The 100-page study, titled “Digital Assets, Distributed Ledger Technology, and the Future of Capital Markets,” aimed to provide policymakers, regulators, and executives with information on emerging DLT use cases in capital markets.
“DLT is beginning to reshape capital markets, but the future is uncertain. Market forces, supported by regulatory and technical developments, are pushing participants in capital markets to digitize and consider the use of distributed ledger technology (DLT).”the report stated.
Some tailwinds, such as an increasing interest in digital assets among retail and institutional investors, have aided the incorporation of DLT in capital markets in recent years. DLT is also gaining regulatory acceptance in some jurisdictions. There have also been many technological advancements that have resulted in platform restructuring and maturation, which has attracted investors.
According to the WEF study, one of the areas where DLT can significantly impact is the stock market. Globally, listed equities have a market capitalization of over $95 trillion. Replatforming existing post-trade infrastructure, introducing digital networks that cover the entire securities life cycle, and the issuance of equity tokens on the blockchain are some of the emerging DLT use cases in this field.
In debt markets, blockchain can disrupt the $106 trillion bonds outstanding business, according to the World Economic Forum. Market participants may use blockchain technology to build digital bond issuance systems, distributed order books for bond trading, and ‘stand-alone’ trading platforms.
Market participants can use blockchain technology to build ‘stand-alone’ blockchain bond issuance platforms, provide distributed order books for bond trading, and develop platforms for digital bond issuance.
According to the World Economic Forum, the derivatives industry is the most likely to be disrupted by blockchain technology. This industry is estimated to be worth $560 trillion. Platforms for OTC derivatives and platforms for managing collateral for cleared derivatives and exchange-traded derivatives can be built using DLT.
The study also examined the roadblocks to blockchain adoption. Many corporations have a low-risk appetite due to a lack of business cases and leadership buy-in, regulatory instability, and regulatory uncertainty.

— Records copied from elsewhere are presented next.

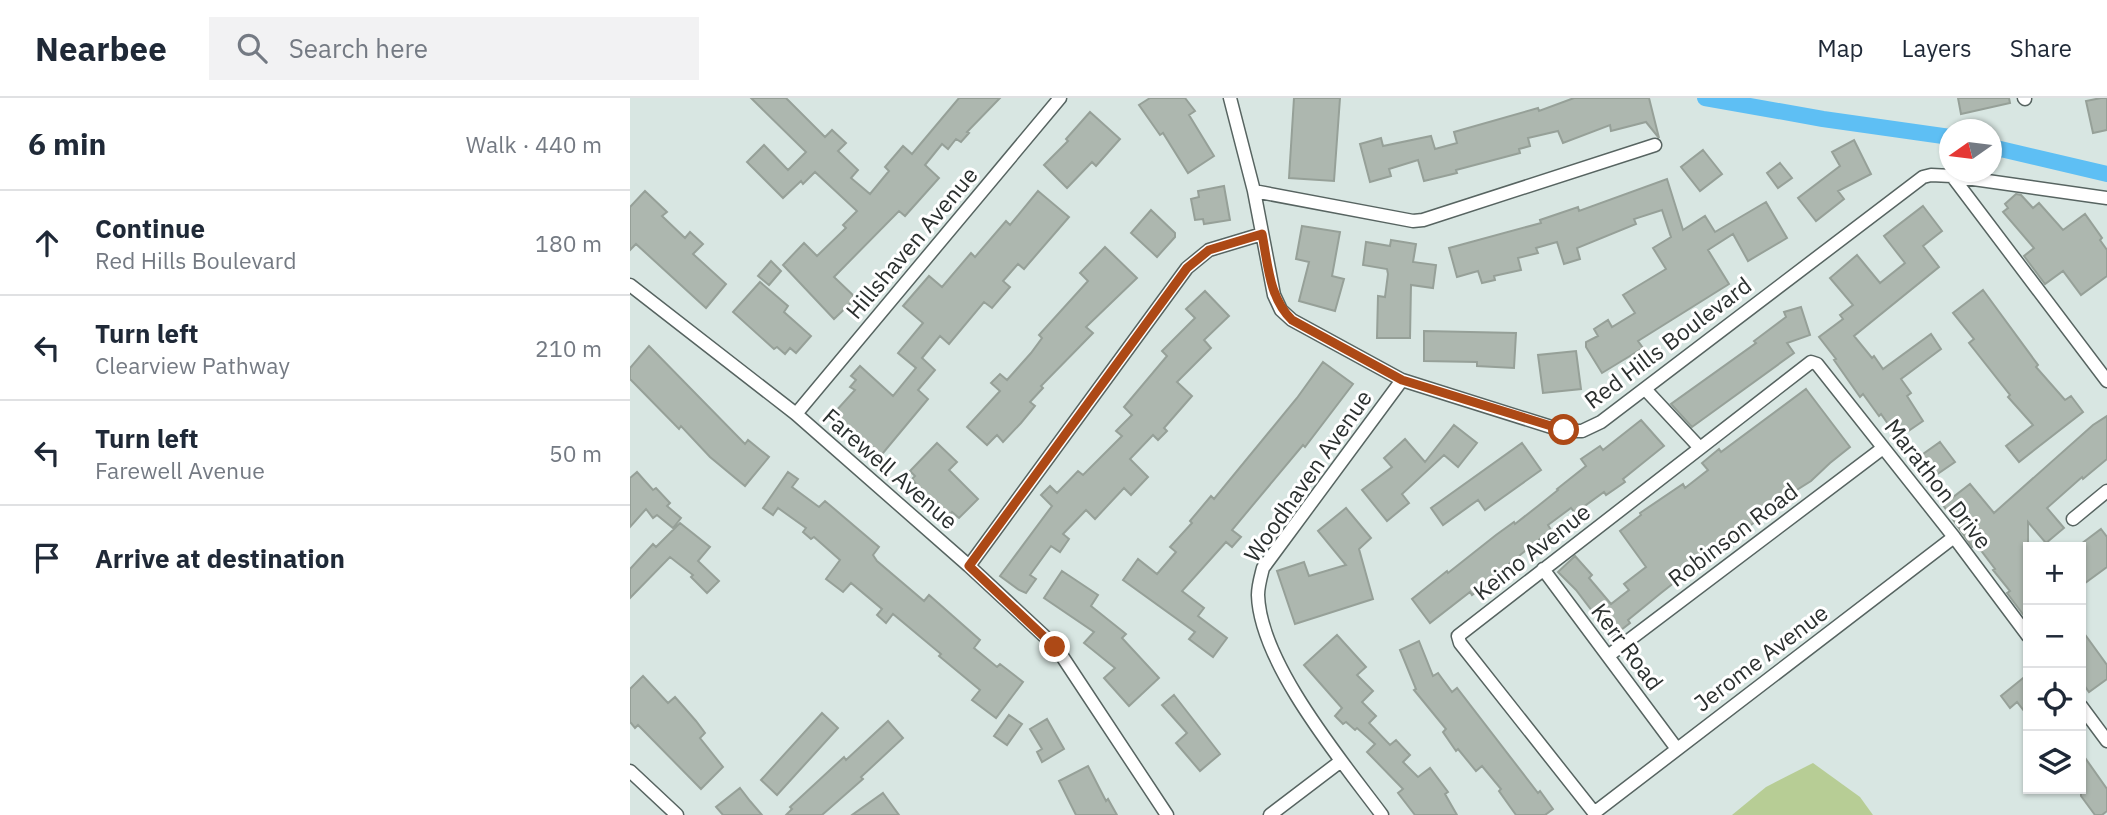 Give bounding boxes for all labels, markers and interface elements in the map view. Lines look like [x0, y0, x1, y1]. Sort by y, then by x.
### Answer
search box [209, 17, 699, 80]
text: Nearbee [35, 27, 167, 70]
icon: search [233, 29, 271, 67]
text: Search here [289, 31, 428, 65]
text: Map [1817, 32, 1864, 64]
text: Layers [1902, 32, 1972, 64]
text: Share [2010, 32, 2072, 64]
north arrow [1939, 119, 2002, 182]
text: 6 min [28, 124, 106, 163]
text: Walk · 440 m [466, 129, 602, 159]
street label: Hillshaven Avenue [839, 160, 984, 325]
text: Continue [95, 211, 205, 245]
icon: ahead [28, 224, 66, 262]
text: 180 m [535, 228, 602, 258]
text: Red Hills Boulevard [95, 245, 297, 275]
street label: Red Hills Boulevard [1578, 270, 1757, 415]
text: Turn left [95, 316, 198, 350]
icon: left [28, 329, 66, 367]
text: 210 m [535, 333, 602, 363]
text: Clearview Pathway [95, 350, 290, 380]
street label: Woodhaven Avenue [1237, 383, 1378, 567]
street label: Farewell Avenue [817, 401, 965, 535]
street label: Marathon Drive [1878, 412, 1999, 555]
route start [1548, 414, 1579, 445]
text: Turn left [95, 421, 198, 455]
icon: left [28, 434, 66, 472]
text: 50 m [549, 438, 602, 468]
text: Farewell Avenue [95, 455, 265, 485]
street label: Robinson Road [1662, 476, 1803, 593]
street label: Keino Avenue [1467, 496, 1596, 606]
icon: arrive [28, 539, 66, 577]
text: Arrive at destination [95, 541, 345, 575]
map controls [2023, 542, 2086, 794]
button: + [2023, 542, 2086, 605]
street label: Kerr Road [1585, 597, 1670, 696]
street label: Jerome Avenue [1687, 597, 1834, 717]
button: − [2023, 605, 2086, 668]
route end [1039, 631, 1070, 662]
button: locate [2023, 668, 2086, 731]
button: layers [2023, 731, 2086, 794] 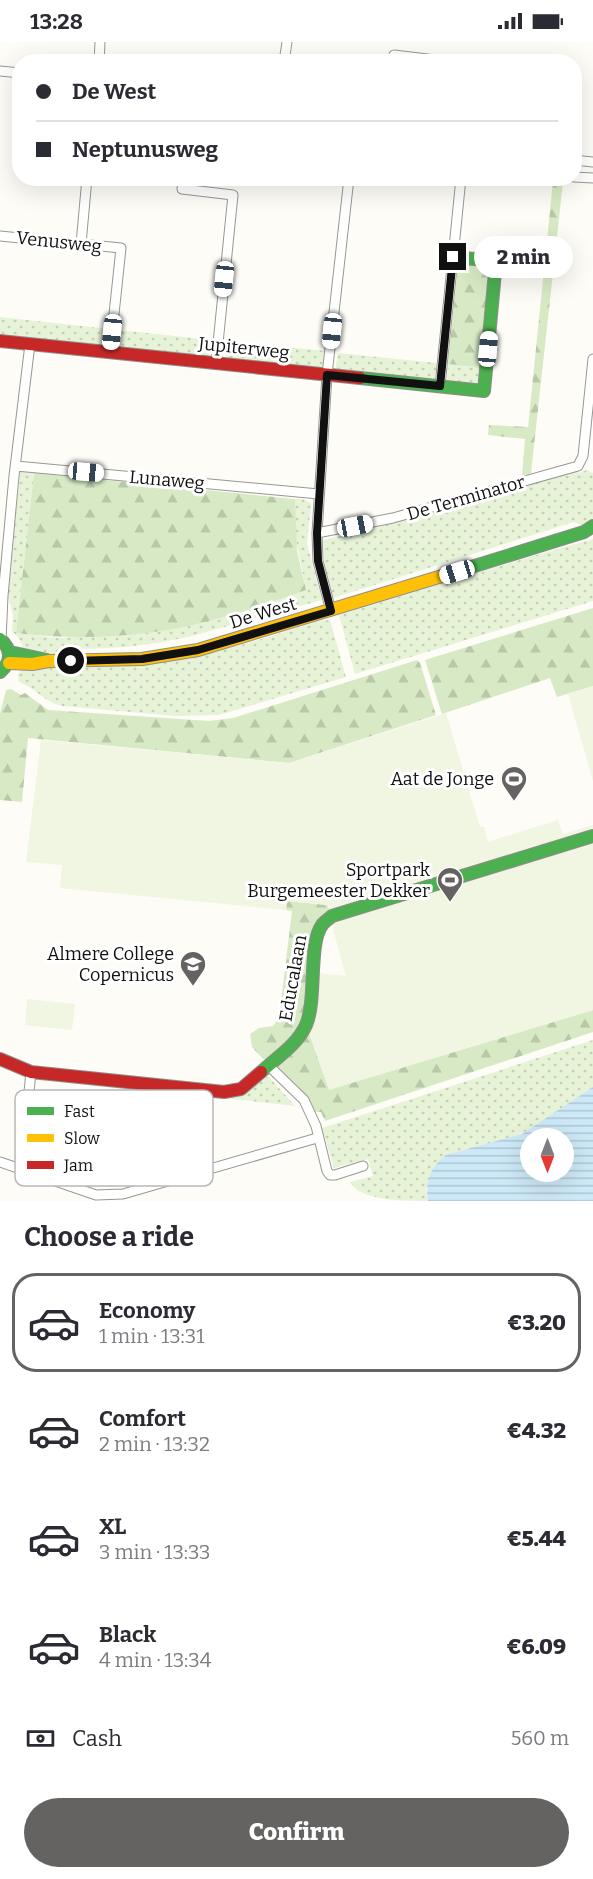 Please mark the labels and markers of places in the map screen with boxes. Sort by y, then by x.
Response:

The research was carried out by the World Economic Forum in collaboration with the Boston Consulting Group. BCG managing director Kaj Burchardi commented on the article, saying,
“Distributed ledger technology has come of age as it begins to enhance efficiencies, reduce operating costs and create new business models in capital markets, but the use cases and solutions are respective to each asset class. For capital markets to unilaterally adopt DLT, they will require cross-institutional alignment to realize the game-changing market opportunities it can offer.”